### EXERCISE MATERIALS ###
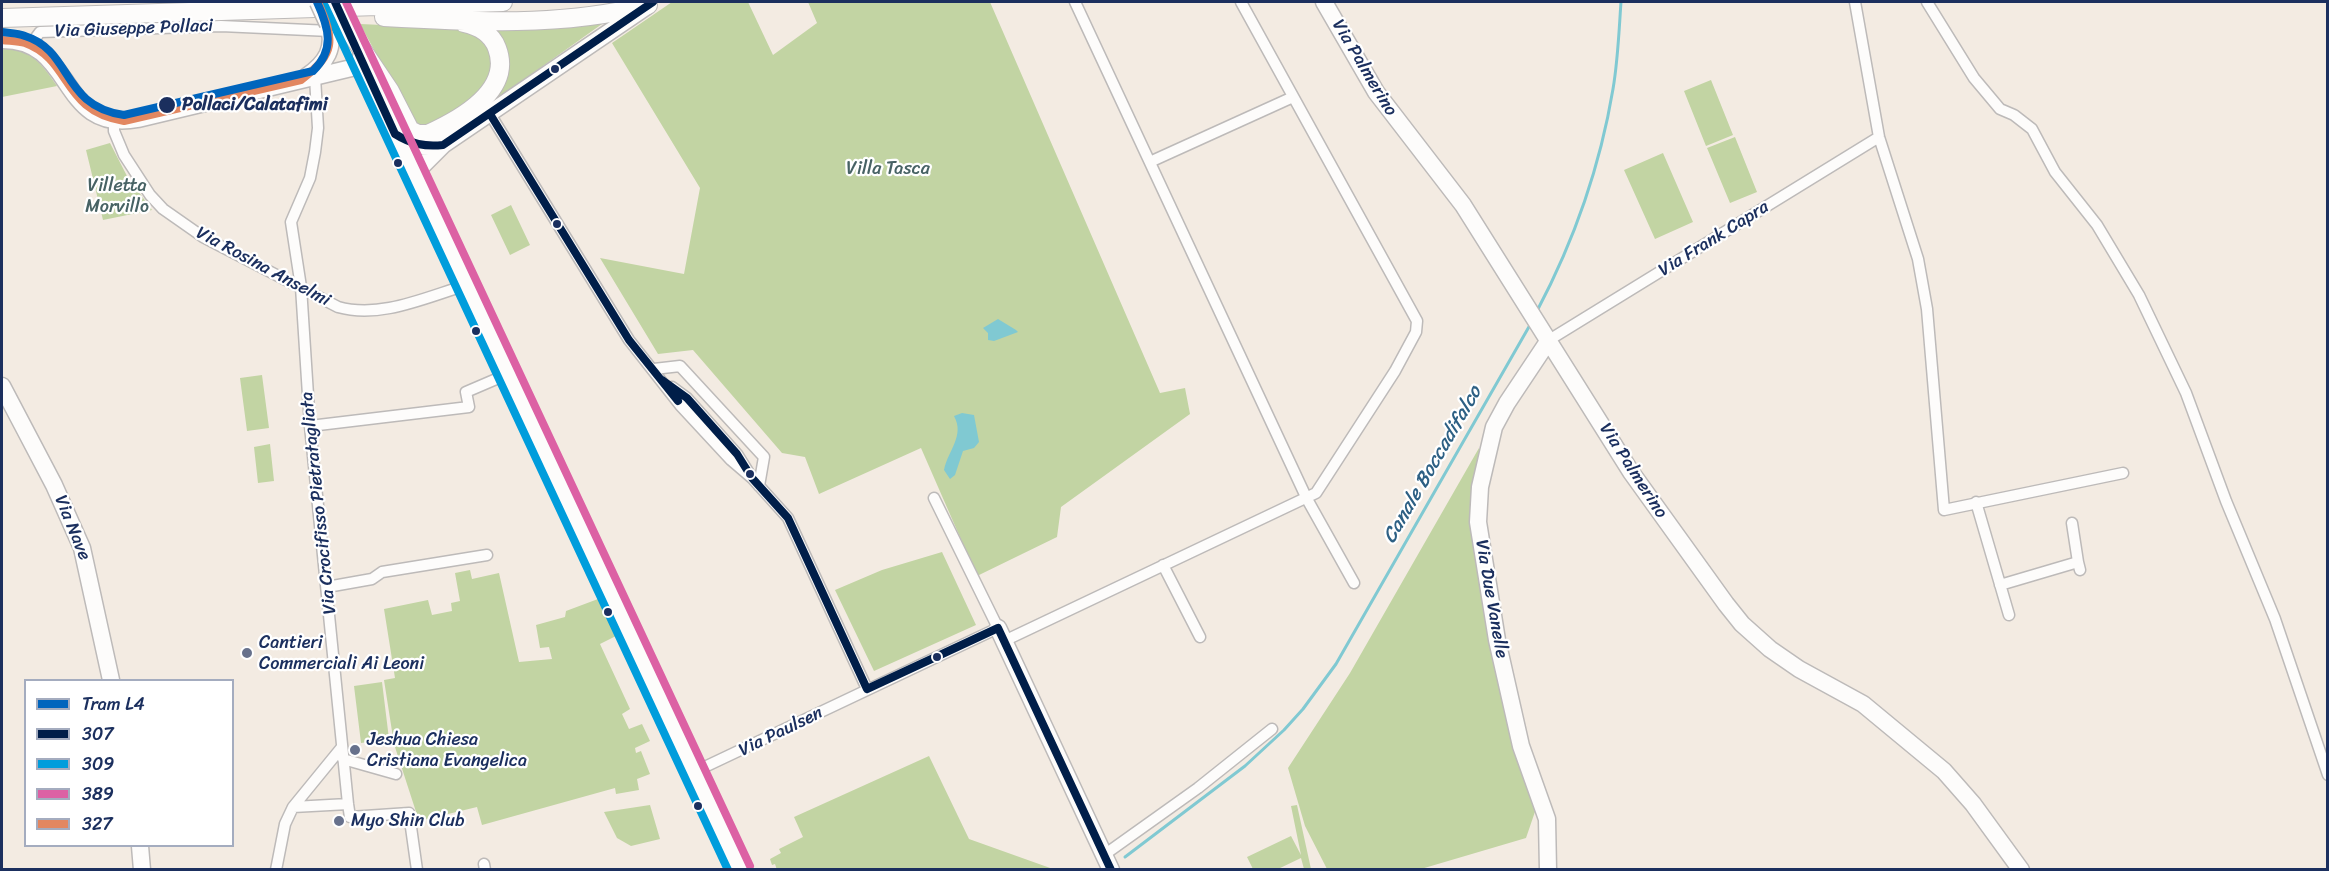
<!DOCTYPE html>
<html>
<head>
<meta charset="utf-8">
<style>
	body { margin:0 }
	#map { position:relative; width:2329px; height:871px; overflow:hidden; background:#f3ebe2; font-family:Sriracha,sans-serif }
	canvas { display:block }
	.frame { position:absolute; inset:0; border:3px solid #1b2f5e; pointer-events:none }
	.legend { position:absolute; left:24px; top:679px; width:210px; height:168px; box-sizing:border-box; background:#fff; border:2px solid #a4acbf; margin:0; padding:8px 10px; list-style:none; font-size:18px; color:#1b2f5e }
	.legend li { display:flex; align-items:center; gap:12px; height:30px }
	.legend b { width:30px; border:2px solid #a4acbf }
</style>
</head>
<body>
<div id="map">
<canvas width="2329" height="871"></canvas>
<div class="frame"></div>
<ul class="legend">
<li><b style="height:8px;background:#0065bd"></b>Tram L4</li>
<li><b style="height:8px;background:#001e49"></b>307</li>
<li><b style="height:8px;background:#009ddc"></b>309</li>
<li><b style="height:8px;background:#dc61a4"></b>389</li>
<li><b style="height:8px;background:#e28761"></b>327</li>
</ul>
</div>
<script>
const c = document.querySelector('canvas').getContext('2d');
c.lineJoin = 'round';
function fillPath(path, color) { c.fillStyle = color; c.fill(path, 'evenodd'); }
function strokePath(path, color, width, dash) { c.strokeStyle = color; c.lineWidth = width; c.lineCap = dash ? 'butt' : 'round'; c.setLineDash(dash || []); c.stroke(path); }
function drawText(font, color, halo, rows, align = 'center') {
  c.font = font + ' Sriracha,sans-serif'; c.lineWidth = 4.5; c.setLineDash([]); c.textBaseline = 'middle'; c.strokeStyle = halo; c.fillStyle = color; for (const [text, x, y, turn = 0] of rows) {
    c.save(); c.translate(x, y); c.rotate((+turn || 0) * Math.PI / 180); c.textAlign = isNaN(turn) ? turn : align; if (halo) c.strokeText(text, 0, 0); c.fillText(text, 0, 0); c.restore();
  }
}
fillPath(new Path2D(`
	M 672,2 L 748,2 L 773,55 L 817,23 L 808,2 L 990,2 L 1160,393 L 1185,388 L 1190,414 L 1061,507 L 1057,537 L 977,576 L 921,448 L 819,494 L 805,457 L 782,453 L 693,350 L 658,354 L 600,258 L 684,274 L 700,188 L 612,43 Z
	M 609,19 L 491,103 L 501,89 L 489,26 Z
	M 360,24 L 471,29 L 489,50 L 491,67 L 484,90 L 435,125 L 423,128 L 414,123 Z
	M 2,48 C 30,47 42,64 57,86 L 2,97 Z
	M 1711,80 L 1733,135 L 1706,146 L 1684,91 Z
	M 1735,137 L 1757,192 L 1730,203 L 1707,148 Z
	M 110,143 L 127,176 L 152,210 L 103,220 L 86,150 Z
	M 1663,153 L 1693,222 L 1655,239 L 1624,170 Z
	M 511,205 L 530,245 L 510,255 L 491,215 Z
	M 262,375 L 269,428 L 247,431 L 240,378 Z
	M 270,444 L 274,481 L 258,483 L 254,447 Z
	M 1479,448 L 1484,558 L 1539,800 L 1526,838 L 1421,869 L 1327,869 L 1305,826 L 1288,768 L 1350,673 Z
	M 942,552 L 976,625 L 874,671 L 835,590 L 882,570 Z
	M 470,570 L 472,579 L 499,573 L 519,662 L 552,659 L 549,647 L 540,648 L 536,625 L 565,617 L 566,611 L 598,599 L 616,636 L 600,644 L 630,709 L 622,714 L 629,729 L 642,724 L 650,741 L 635,748 L 636,753 L 641,751 L 650,774 L 637,779 L 639,790 L 616,794 L 615,788 L 482,825 L 477,807 L 419,821 L 394,744 L 384,680 L 395,678 L 384,609 L 428,600 L 432,615 L 452,611 L 451,603 L 460,601 L 455,573 Z
	M 382,682 L 389,739 L 361,743 L 354,686 Z
	M 929,756 L 969,839 L 1053,869 L 777,870 L 775,864 L 772,865 L 770,859 L 781,853 L 779,849 L 803,837 L 794,817 Z
	M 650,805 L 660,839 L 631,846 L 617,838 L 604,812 Z
	M 1297,805 L 1311,869 L 1304,869 L 1301,858 L 1278,869 L 1253,869 L 1247,857 L 1291,836 L 1301,855 L 1291,806 Z`), '#c2d4a3');
fillPath(new Path2D(`
	M 998,319 L 1016,330 L 1018,332 L 994,341 L 988,340 L 988,333 L 983,328 Z
	M 962,413 L 974,415 L 979,442 L 974,448 L 963,451 L 955,475 L 950,479 L 944,470 C 948,450 965,436 954,416 Z`), '#80c9d2');
strokePath(new Path2D(`
	M 1537,311 C 1574,241 1600,167 1613,89 C 1618,60 1619,30 1621,2
	M 1125,857 L 1245,766 L 1284,730 L 1303,709 L 1336,664 L 1530,325`), '#80c9d2', 3);
const street = new Path2D(`
	M 1075,2 L 1307,499 L 1354,583
	M 1855,2 L 1879,137 L 1918,259 L 1927,309 L 1944,510 L 2123,473
	M 1927,2 L 1974,78 L 2000,109 L 2014,115 L 2032,129 L 2055,172 L 2097,225 L 2139,295 L 2186,393 L 2226,501 L 2275,619 L 2328,775
	M 31,44 L 40,32 L 221,26 L 330,31
	M 315,77 L 318,128 L 315,152 L 310,178 L 291,222 L 301,287 L 310,426 L 348,804 L 350,817 L 409,813 L 417,870
	M 490,114 L 629,340 L 680,405 L 731,460 L 752,478
	M 114,121 L 114,131 L 124,155 L 150,195 L 163,209 L 203,237 L 338,307 C 381,319 426,297 467,285
	M 1152,161 L 1293,97
	M 1549,340 L 1879,137
	M 654,369 L 680,366 L 764,457 L 759,486
	M 672,387 L 687,398 L 737,454 L 752,478 L 788,518 L 867,689
	M 310,426 L 469,407 L 466,392 L 508,374
	M 1976,502 L 2009,615
	M 2072,523 L 2078,562
	M 1163,565 L 1200,637
	M 2000,585 L 2078,562 L 2080,570
	M 327,587 L 372,579 L 382,572 L 487,555
	M 1004,641 L 1316,493 L 1395,371 L 1416,332 L 1417,321 L 1241,2
	M 343,759 L 396,774
	M 694,772 L 998,628 L 934,498
	M 293,807 L 348,804
	M 1104,855 L 1198,788 L 1272,729
	M 484,864 L 485,870
	M 276,870 L 285,824 L 293,807 L 342,747`);
const secondary = new Path2D(`
	M 1324,2 L 1376,92 L 1463,205 L 1631,472 L 1726,604 L 1742,624 L 1770,649 L 1799,669 L 1863,704 L 1944,771 L 1973,804 L 2021,870
	M 2,40 C 76,39 58,134 138,119 L 364,65
	M 361,57 L 740,870
	M 307,76 C 326,63 336,48 328,24
	M 396,134 C 411,146 424,148 443,145
	M 416,180 L 421,167 L 443,145 L 646,7
	M 2,386 L 54,485 L 82,548 L 111,680
	M 998,628 L 1111,870
	M 140,846 L 142,870
	M 1548,870 L 1547,819 L 1521,746 L 1497,640 L 1478,522 L 1480,487 L 1494,427 L 1507,403 L 1549,340`);
const primary = new Path2D(`
	M 384,17 C 471,22 563,27 648,5
	M 2,18 L 503,2
	M 345,24 L 390,91 L 410,130 L 418,134 L 428,134 C 461,119 513,90 497,48 C 492,34 478,26 464,23`);
strokePath(street, '#bdbab9', 13);
strokePath(secondary, '#bdbab9', 19);
strokePath(primary, '#bdbab9', 20);
strokePath(street, '#fdfcfb', 10);
strokePath(secondary, '#fdfcfb', 16);
strokePath(primary, '#fdfcfb', 18);
const secondaryBridge = new Path2D(`
	M 318,2 L 328,24
	M 335,2 L 345,24`);
strokePath(secondaryBridge, '#bdbab9', 19, []);
strokePath(secondaryBridge, '#fdfcfb', 16);
strokePath(new Path2D(`
	M 335,2 L 395,134 C 411,144 425,147 443,145 L 653,2
	M 490,114 L 629,340 L 678,401
	M 662,380 L 687,398 L 737,454 L 752,478 L 788,518 L 867,689 L 998,628 L 1111,870`), '#001e49', 8);
strokePath(new Path2D(`
	M 325,6 L 728,870`), '#009ddc', 8);
strokePath(new Path2D(`
	M 346,2 L 750,866`), '#dc61a4', 8);
strokePath(new Path2D(`
	M 2,40 C 9,41 18,41 25,43 C 72,60 61,111 124,121 L 301,80 C 336,53 335,41 318,2`), '#e28761', 8);
strokePath(new Path2D(`
	M 2,32 C 9,33 18,33 25,36 C 73,51 61,106 124,115 L 313,71 C 335,50 329,28 317,2`), '#0065bd', 8);
for (const [x, y, r, color] of [
	[555,69,5,"#1b2f5e"],
	[167,105,9,"#1b2f5e"],
	[398,163,5,"#1b2f5e"],
	[557,224,5,"#1b2f5e"],
	[476,331,5,"#1b2f5e"],
	[750,474,5,"#1b2f5e"],
	[608,612,5,"#1b2f5e"],
	[247,653,6,"#67718c"],
	[937,657,5,"#1b2f5e"],
	[355,750,6,"#67718c"],
	[698,806,5,"#1b2f5e"],
	[339,821,6,"#67718c"]
]) { const dot = new Path2D(); dot.arc(x, y, r, 0, 2 * Math.PI); c.fillStyle = color; c.fill(dot); strokePath(dot, '#fff', 2); }
drawText('18px', '#1b2f5e', '#fff', [
	["Via Giuseppe Pollaci",134,29,-2],
	["Via Palmerino",1364,68,59],
	["Via Frank Capra",1714,239,-32],
	["Via Rosina Anselmi",263,267,28],
	["Via Palmerino",1633,471,57],
	["Via Crocifisso Pietratagliata",319,503,-96],
	["Via Nave",72,528,68],
	["Via Due Vanelle",1491,599,80],
	["Via Paulsen",781,732,-26]
]);
drawText('bold 18px', '#1b2f5e', '#fff', [
	["Pollaci/Calatafimi",182,105]
], 'left');
drawText('18px', '#476264', '#fff', [
	["Villa Tasca",888,169],
	["Villetta",117,186],
	["Morvillo",117,207]
]);
drawText('18px', '#1b2f5e', '#fff', [
	["Cantieri",259,643],
	["Commerciali Ai Leoni",259,664],
	["Jeshua Chiesa",367,740],
	["Cristiana Evangelica",367,761],
	["Myo Shin Club",351,821]
], 'left');
drawText('italic 20px', '#2d6084', '#fff', [
	["Canale Boccadifalco",1433,465,-60]
]);
</script>
</body>
</html>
###
_TASK TO COMPLETE_
Which lines above include the word "function"? Show each one.

_RESPONSE_
function fillPath(path, color) { c.fillStyle = color; c.fill(path, 'evenodd'); }
function strokePath(path, color, width, dash) { c.strokeStyle = color; c.lineWidth = width; c.lineCap = dash ? 'butt' : 'round'; c.setLineDash(dash || []); c.stroke(path); }
function drawText(font, color, halo, rows, align = 'center') {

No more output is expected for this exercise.